Is Science Vulnerable to Software Bugs?

anorlunda · Jul 15, 2016

I'm reposting this here because it raises a fascinating kind of vulnerability (new to me). It is a vulnerabililty of any science using software for analysis to a common-mode error. The thought that 40,000 scientific teams were fooled is shocking. It is a good post, it links sources both supporting and opposing the conclusions.

http://catless.ncl.ac.uk/Risks/29.60.html said:

Faulty image analysis software may invalidate 40,000 fMRI studies
Bruce Horrocks <bruce@scorecrow.com>Thu, 7 Jul 2016 21:14:15 +0100
[Please read this to the end. PGN]

A new paper [1] suggests that as many as 40,000 scientific studies that used
Functional Magnetic Resonance Imaging (fMRI) to analyse human brain activity
may be invalid because of a software fault common to all three of the most
popular image analysis packages.

... From the paper's significance statement:

"Functional MRI (fMRI) is 25 years old, yet surprisingly its most common
statistical methods have not been validated using real data. Here, we used
resting-state fMRI data from 499 healthy controls to conduct 3 million task
group analyses. Using this null data with different experimental designs, we
estimate the incidence of significant results. In theory, we should find 5%
false positives (for a significance threshold of 5%), but instead we found
that the most common software packages for fMRI analysis (SPM, FSL, AFNI)
can result in false-positive rates of up to 70%. These results question the
validity of some 40,000 fMRI studies and may have a large impact on the
interpretation of neuroimaging results."

Two of the software related risks:

a) It is common to assume that software that is widely used must be
reliable, yet 40,000 teams did not spot these flaws[2]. The authors
identified a bug in one package that had been present for 15 years.
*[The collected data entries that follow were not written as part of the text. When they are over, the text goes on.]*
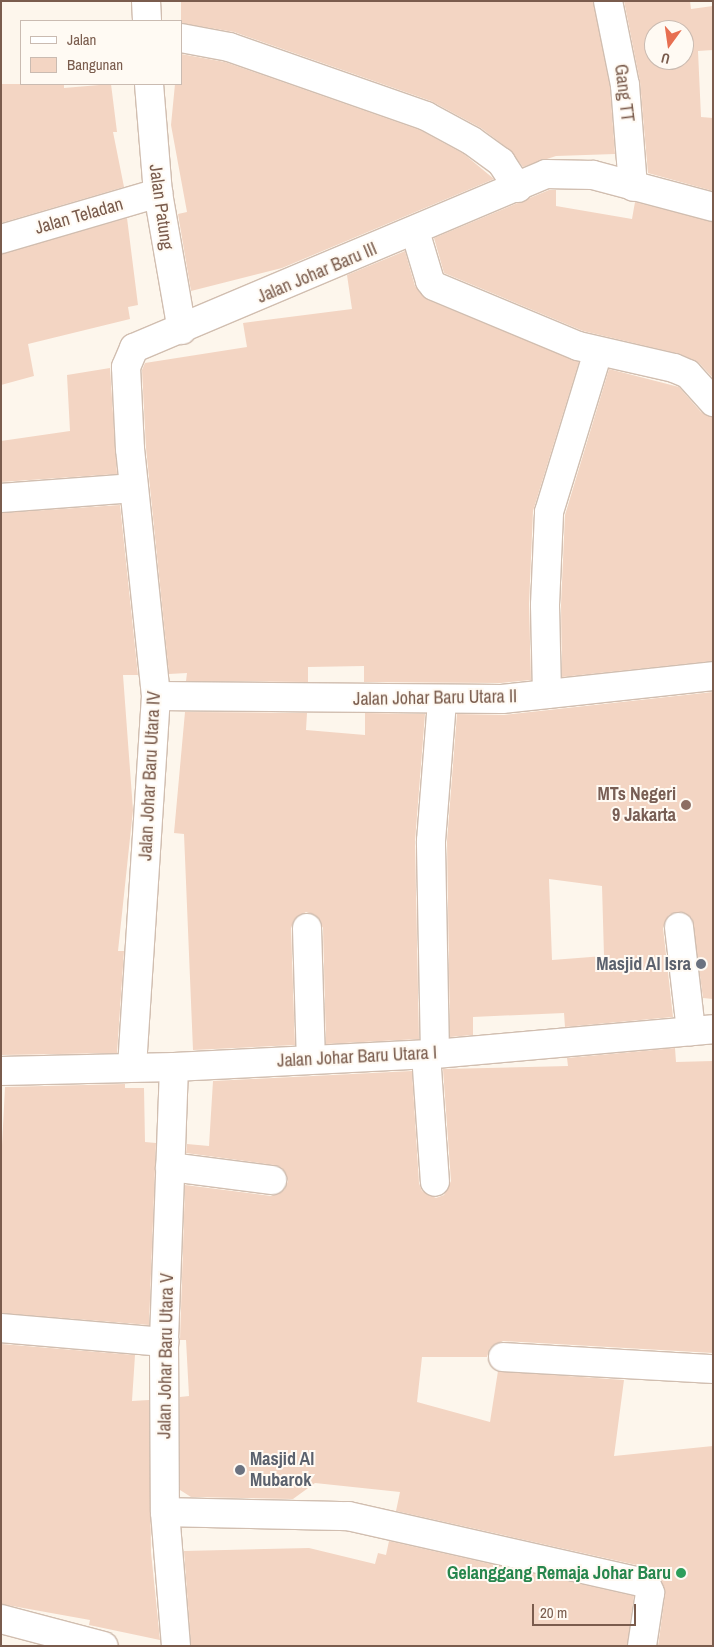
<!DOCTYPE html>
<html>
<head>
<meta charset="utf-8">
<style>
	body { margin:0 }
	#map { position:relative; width:714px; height:1647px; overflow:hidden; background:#fdf6ec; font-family:"Archivo Narrow",sans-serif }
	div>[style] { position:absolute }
	.building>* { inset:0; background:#f3d5c3 }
	.roads { filter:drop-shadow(1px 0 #d1beb0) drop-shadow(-1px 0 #d1beb0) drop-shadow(0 1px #d1beb0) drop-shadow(0 -1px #d1beb0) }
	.street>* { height:28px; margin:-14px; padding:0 14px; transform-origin:14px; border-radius:14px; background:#fff }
	.secondary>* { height:28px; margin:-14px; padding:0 14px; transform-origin:14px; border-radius:14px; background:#fff }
	.dots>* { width:14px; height:14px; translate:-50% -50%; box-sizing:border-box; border:2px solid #fffaf3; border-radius:50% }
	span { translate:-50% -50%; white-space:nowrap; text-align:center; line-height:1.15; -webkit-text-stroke:4px #fffaf3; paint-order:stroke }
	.street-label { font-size:18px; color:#7a5c4d }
	.education-label { font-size:18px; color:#785e54; font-weight:700 }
	.right { translate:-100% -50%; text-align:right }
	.worship-label { font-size:18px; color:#5b616d; font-weight:700 }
	.left { translate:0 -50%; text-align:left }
	.leisure-label { font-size:18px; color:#27864d; font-weight:700 }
	.frame { position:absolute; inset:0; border:2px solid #7a5c4d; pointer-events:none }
	.legend { position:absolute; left:20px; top:20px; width:162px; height:65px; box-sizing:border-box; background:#fffaf3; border:1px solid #cabbb1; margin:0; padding:6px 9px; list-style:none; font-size:15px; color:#7a5c4d }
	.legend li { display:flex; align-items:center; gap:10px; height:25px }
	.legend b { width:25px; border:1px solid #cabbb1 }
	.north { position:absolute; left:644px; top:20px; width:50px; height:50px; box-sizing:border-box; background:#fffaf3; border:1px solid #cabbb1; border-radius:50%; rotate:194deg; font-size:14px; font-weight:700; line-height:20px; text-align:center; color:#7a5c4d }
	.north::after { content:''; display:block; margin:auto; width:18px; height:22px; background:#e76f51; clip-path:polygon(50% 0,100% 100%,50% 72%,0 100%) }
	.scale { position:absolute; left:532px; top:1604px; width:104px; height:22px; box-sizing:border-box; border:2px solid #7a5c4d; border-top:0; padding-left:6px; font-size:15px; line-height:18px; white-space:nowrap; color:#7a5c4d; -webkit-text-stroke:4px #fffaf3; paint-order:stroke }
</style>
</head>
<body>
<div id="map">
	<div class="building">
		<div style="clip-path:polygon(181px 1px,593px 1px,610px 87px,615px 154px,556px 156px,523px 167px,510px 150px,481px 128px,431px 101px,234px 32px,181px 23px)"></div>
		<div style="clip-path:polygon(evenodd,624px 1px,690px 1px,691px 9px,713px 6px,713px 50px,698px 51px,701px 117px,713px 118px,713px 191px,648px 173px,640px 82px,624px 1px,654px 30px,684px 30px,684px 60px,654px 60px,654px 30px)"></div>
		<div style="clip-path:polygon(181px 54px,225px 62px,420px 130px,464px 154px,494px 179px,282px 268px,191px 291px,178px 214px,187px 212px,171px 125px,175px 84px,181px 84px)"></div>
		<div style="clip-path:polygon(1px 84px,64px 84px,64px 88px,111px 84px,117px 132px,113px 132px,124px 187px,1px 223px)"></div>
		<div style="clip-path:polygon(549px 190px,556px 190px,556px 206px,632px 219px,635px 202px,713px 222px,713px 378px,699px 363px,680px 354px,583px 331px,444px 273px,434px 238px)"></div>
		<div style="clip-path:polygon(127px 218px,138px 305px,128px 307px,130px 319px,28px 344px,34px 376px,1px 385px,1px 254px)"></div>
		<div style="clip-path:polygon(405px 251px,415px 286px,428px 300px,579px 362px,533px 511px,529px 604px,531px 680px,501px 683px,364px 682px,364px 666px,308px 667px,308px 682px,186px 681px,187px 673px,169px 674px,146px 448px,142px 370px,145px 363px,247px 347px,243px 323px,352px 309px,347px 275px)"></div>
		<div style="clip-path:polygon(110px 368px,117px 474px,1px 482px,1px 441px,70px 431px,67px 375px)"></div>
		<div style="clip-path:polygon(609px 369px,679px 387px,701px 412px,713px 417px,713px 661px,562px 677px,561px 605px,565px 515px)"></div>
		<div style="clip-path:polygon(120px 505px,138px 675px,123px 675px,133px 810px,118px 951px,124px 951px,117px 1053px,1px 1055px,1px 513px)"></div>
		<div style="clip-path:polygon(evenodd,713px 692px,713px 999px,703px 998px,692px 918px,677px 912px,669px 915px,663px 928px,673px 1017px,565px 1027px,564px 1013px,473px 1017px,473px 1035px,450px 1037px,447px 841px,457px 714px,504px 715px,713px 692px,549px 879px,602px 886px,604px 956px,552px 960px,549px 879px)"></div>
		<div style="clip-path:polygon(185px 712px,307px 713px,306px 730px,365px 735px,365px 713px,425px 714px,415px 841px,419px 1039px,326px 1044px,323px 928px,315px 915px,306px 912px,294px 920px,291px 928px,295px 1045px,193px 1050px,184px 834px,174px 833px)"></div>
		<div style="clip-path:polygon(675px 1048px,676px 1062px,713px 1061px,713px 1353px,503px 1341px,490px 1348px,487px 1357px,422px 1357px,417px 1402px,490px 1422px,498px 1371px,624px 1380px,614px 1456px,713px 1446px,713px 1646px,658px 1646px,665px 1595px,660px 1577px,650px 1568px,396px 1511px,400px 1492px,315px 1483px,293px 1499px,191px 1497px,180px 1490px,180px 1397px,189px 1396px,186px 1340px,180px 1340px,185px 1185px,271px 1196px,284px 1190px,288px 1181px,282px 1168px,274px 1165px,186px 1153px,187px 1144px,209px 1146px,213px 1081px,412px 1071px,419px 1183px,422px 1191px,436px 1198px,444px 1195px,451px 1181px,443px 1069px,568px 1066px,567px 1058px)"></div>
		<div style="clip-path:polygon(125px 1084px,125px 1088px,144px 1088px,145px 1142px,156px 1143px,149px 1325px,1px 1313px,1px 1165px,5px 1087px)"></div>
		<div style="clip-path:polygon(1px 1344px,135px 1355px,132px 1401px,149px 1400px,151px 1552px,160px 1640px,89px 1625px,90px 1620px,1px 1604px)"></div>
		<div style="clip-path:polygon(389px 1541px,634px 1596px,627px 1646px,191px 1646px,184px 1551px,309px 1548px,375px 1564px,378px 1553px,386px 1555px)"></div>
	</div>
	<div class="roads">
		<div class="street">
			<div style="left:146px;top:1px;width:20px;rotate:87deg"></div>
			<div style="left:608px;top:1px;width:86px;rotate:78.6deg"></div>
			<div style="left:625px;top:85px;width:102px;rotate:85.5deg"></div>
			<div style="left:181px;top:38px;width:49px;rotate:10.6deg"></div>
			<div style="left:229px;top:47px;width:209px;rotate:19.3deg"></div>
			<div style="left:426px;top:116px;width:52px;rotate:28.5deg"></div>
			<div style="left:472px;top:141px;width:36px;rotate:36deg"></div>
			<div style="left:501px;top:162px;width:31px;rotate:57deg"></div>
			<div style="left:149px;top:84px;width:109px;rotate:85.3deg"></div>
			<div style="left:158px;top:193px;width:139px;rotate:80.1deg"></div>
			<div style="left:415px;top:231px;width:52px;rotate:73.3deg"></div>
			<div style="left:430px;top:281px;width:6px;rotate:51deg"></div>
			<div style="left:434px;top:286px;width:156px;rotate:22.6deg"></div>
			<div style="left:578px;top:346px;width:98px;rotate:12.9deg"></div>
			<div style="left:674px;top:368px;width:15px;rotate:23deg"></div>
			<div style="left:688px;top:374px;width:38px;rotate:48deg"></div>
			<div style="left:1px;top:239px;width:164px;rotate:-16.3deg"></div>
			<div style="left:1px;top:498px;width:133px;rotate:-4.3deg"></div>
			<div style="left:547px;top:694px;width:89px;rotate:-91.3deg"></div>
			<div style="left:545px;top:605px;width:93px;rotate:-87.5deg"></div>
			<div style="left:549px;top:512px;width:167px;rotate:-73deg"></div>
			<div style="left:156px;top:696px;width:346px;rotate:0.5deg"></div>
			<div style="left:502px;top:699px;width:212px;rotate:-6.2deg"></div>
			<div style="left:679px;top:927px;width:105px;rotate:83.4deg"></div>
			<div style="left:307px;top:928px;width:131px;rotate:88.3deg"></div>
			<div style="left:426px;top:1054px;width:128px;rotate:86deg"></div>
			<div style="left:435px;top:1054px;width:213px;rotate:-91.1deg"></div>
			<div style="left:431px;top:841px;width:141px;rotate:-85.5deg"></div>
			<div style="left:132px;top:1067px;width:372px;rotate:-86.3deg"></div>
			<div style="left:156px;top:696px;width:248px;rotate:-96deg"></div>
			<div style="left:130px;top:449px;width:82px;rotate:-92.8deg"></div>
			<div style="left:126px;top:367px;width:21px;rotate:-67deg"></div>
			<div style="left:134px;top:348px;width:447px;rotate:-22.9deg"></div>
			<div style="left:546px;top:174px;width:47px;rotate:1.2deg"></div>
			<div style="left:593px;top:175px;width:124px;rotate:14.9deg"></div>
			<div style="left:174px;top:1067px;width:275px;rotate:92.1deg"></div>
			<div style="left:164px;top:1342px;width:170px;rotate:89.7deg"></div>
			<div style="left:165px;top:1512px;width:134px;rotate:85.3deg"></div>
			<div style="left:1px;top:1071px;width:173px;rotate:-1.3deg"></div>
			<div style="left:174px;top:1067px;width:261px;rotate:-2.9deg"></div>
			<div style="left:435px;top:1054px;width:279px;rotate:-5.1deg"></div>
			<div style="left:170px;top:1167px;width:103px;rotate:7.3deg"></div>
			<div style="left:1px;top:1328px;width:164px;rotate:4.9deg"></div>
			<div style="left:503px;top:1357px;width:210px;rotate:3.3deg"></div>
			<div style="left:165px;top:1512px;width:183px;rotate:1.3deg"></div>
			<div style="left:348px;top:1516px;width:305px;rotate:12.7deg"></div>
			<div style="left:646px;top:1583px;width:11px;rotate:68deg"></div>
			<div style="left:650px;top:1593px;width:54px;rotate:98.6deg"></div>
		</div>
		<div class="secondary">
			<div style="left:1px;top:1619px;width:106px;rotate:14.8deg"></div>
		</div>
	</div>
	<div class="dots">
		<div style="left:686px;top:805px;background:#8d6e63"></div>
		<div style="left:701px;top:964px;background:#6b7280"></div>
		<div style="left:240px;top:1470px;background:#6b7280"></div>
		<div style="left:681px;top:1573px;background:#2e9e5b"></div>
	</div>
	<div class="street-label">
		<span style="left:624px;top:93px;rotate:83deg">Gang TT</span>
		<span style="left:161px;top:207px;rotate:82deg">Jalan Patung</span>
		<span style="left:79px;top:216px;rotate:-16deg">Jalan Teladan</span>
		<span style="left:317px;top:273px;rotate:-23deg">Jalan Johar Baru III</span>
		<span style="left:435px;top:698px;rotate:-1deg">Jalan Johar Baru Utara II</span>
		<span style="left:150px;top:776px;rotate:-87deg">Jalan Johar Baru Utara IV</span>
		<span style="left:357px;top:1057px;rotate:-3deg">Jalan Johar Baru Utara I</span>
		<span style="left:166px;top:1356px;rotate:-89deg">Jalan Johar Baru Utara V</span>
	</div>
	<div class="education-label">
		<span class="right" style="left:676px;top:805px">MTs Negeri<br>9 Jakarta</span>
	</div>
	<div class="worship-label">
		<span class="right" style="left:691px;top:964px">Masjid Al Isra</span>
		<span class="left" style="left:250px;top:1470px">Masjid Al<br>Mubarok</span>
	</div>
	<div class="leisure-label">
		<span class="right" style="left:671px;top:1573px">Gelanggang Remaja Johar Baru</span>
	</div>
	<div class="frame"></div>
	<ul class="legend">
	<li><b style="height:6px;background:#fff"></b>Jalan</li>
	<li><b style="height:14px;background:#f3d5c3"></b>Bangunan</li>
	</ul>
	<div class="north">U</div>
	<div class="scale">20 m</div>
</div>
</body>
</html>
b) Quoting from the paper: "It is not feasible to redo 40,000 fMRI studies,
and lamentable archiving and data-sharing practices mean most could not
be reanalyzed either."

[1] "Cluster failure: Why fMRI inferences for spatial extent have inflated
false-positive rates" by Anders Eklund, Thomas E. Nichols and Hans
Knufsson. <http://www.pnas.org/content/early/2016/06/27/1602413113.full>

[2] That's so many you begin to wonder if this paper might itself be wrong?
Expect to see a retraction in a future RISKS. ;-)

[Also noted by Lauren Weinstein in *The Register*:]
http://www.theregister.co.uk/2016/07/03/mri_software_bugs_could_upend_years_of_research/

[And then there is this counter-argument, noted by Mark Thorson:
http://blogs.discovermagazine.com/neuroskeptic/2016/07/07/false-positive-fmri-mainstream/

The author (Neuroskeptic) notes that Eklund et al. have discovered a
different kind of bug in AFNI, but does not apply to FSL and SPM, and does
not "invalidate 15 years of brain research." PGN]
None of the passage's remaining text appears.